Tolong Lupakan

23 10 0
                                    

Biar bumi menelanmu ke dasar. Biar sunyi mendekapmu dalam biru. Tapi jangan pernah biarkan itu merampas senyumanmu. Selalu ada alasan untuk tersenyum, bahkan desah napas sekalipun.
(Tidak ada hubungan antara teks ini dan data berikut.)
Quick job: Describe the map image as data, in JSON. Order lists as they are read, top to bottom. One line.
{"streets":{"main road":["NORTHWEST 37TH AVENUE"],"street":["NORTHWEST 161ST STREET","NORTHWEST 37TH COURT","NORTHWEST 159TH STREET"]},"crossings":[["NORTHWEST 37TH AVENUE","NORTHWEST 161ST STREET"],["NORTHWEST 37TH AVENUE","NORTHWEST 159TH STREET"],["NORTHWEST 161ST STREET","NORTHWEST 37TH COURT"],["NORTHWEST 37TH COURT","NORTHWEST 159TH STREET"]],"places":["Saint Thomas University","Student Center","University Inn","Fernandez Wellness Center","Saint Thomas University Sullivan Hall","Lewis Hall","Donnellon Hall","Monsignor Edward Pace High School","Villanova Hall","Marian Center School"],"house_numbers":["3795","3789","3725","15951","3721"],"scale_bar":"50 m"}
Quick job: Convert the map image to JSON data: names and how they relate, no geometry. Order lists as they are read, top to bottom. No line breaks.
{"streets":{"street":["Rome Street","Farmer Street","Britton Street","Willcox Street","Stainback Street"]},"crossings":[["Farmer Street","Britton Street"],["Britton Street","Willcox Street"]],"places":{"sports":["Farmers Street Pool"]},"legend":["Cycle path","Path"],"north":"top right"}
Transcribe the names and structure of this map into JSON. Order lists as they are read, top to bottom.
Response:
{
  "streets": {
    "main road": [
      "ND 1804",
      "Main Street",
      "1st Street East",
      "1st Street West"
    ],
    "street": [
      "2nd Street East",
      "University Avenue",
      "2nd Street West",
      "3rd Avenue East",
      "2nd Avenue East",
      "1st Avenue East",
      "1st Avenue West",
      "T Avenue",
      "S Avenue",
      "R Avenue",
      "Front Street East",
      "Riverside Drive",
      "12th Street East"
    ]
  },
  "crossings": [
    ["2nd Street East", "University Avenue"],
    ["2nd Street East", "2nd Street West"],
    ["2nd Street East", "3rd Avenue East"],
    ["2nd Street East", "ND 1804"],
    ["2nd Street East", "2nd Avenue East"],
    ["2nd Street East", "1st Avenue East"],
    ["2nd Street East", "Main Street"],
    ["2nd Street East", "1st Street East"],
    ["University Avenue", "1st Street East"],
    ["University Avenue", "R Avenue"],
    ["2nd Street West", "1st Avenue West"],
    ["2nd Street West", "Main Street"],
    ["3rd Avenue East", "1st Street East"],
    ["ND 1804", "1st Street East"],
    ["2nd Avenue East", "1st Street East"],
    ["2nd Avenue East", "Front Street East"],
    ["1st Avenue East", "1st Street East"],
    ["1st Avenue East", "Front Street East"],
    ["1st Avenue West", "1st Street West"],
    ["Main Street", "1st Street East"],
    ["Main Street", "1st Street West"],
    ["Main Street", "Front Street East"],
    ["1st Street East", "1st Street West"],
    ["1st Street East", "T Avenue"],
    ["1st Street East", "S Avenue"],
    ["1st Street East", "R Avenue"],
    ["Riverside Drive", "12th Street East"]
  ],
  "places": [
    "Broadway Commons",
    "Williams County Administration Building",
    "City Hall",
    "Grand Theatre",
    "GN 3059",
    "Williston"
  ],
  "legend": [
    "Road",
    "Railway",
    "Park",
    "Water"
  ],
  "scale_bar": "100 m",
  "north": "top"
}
Pandangan semua orang terpaku. Secara magnetis, adegan ini menarik cepat siapa pun yang berada dalam lingkaran pemerannya. Entah pejalan kaki, pemilik kedai yang berjajar, maupun penikmat makan malam yang terusik hingga makanan tak lagi sedap dipandang.

"Tang, mana duitnya?!"

Tangan Bintang terkepal kuat bersamaan tatapan yang kian menajam. Tak bisa menutupi rasa kesal yang menjalar juga rasa malu yang menyeruak di dada. Sampai suara gadis itu menelusup, membuyarkan segala aksi yang terlintas dalam otaknya. Seperti memukul balik orang itu, meneriakinya, atau bahkan membalik pergi tanpa mau menyapa sama sekali yang kini terhisap, lenyap dari pikiran.

"Bintang, itu siapa?" Mata Rasi membulat ketakutan.

Kepalan tangan Bintang yang mengerat pun kian melonggar seiring nada gusar gadis itu. Perlahan, pandangannya melemas. Lalu kemudian, ia tatap Rasi yang seolah akan mati penasaran. Gadis itu berhasil meredam emosi Bintang.

Tanpa mau menutupi, Bintang berucap, "Papa gue," balasnya yang kini mampu menarik dua sudut bibir.

Rasi terperangah. Kepedihan tergambar jelas di balik manisnya senyuman itu.

Bintang berlalu menatap Ferdi yang berdiri oleng. Masih menengadahkan tangan kosong yang tanpa basa-basi Bintang penuhi dengan uang pemberian Bu Wenda. Ia juga tak berharap mendapat uang semudah itu.

Bintang hela napasnya. "Apa papa harus bikin Bintang malu di depan temen Bintang?" tanyanya. "Bintang malu, Pa."

Ferdi malah mengibas tangannya dengan asal. Tak mau mendengar apapun dari Bintang. Diteguknya minuman dalam botol yang memabukkan sebelum kembali menatap putra semata wayangnya.

"Makanya, lain kali nggak perlu diminta dulu. Tapi langsung ngasih ke bapak! Anak nggak tau diuntung," dengkus Ferdi tak peduli ada air mata yang bergumul dari darah dagingnya sendiri.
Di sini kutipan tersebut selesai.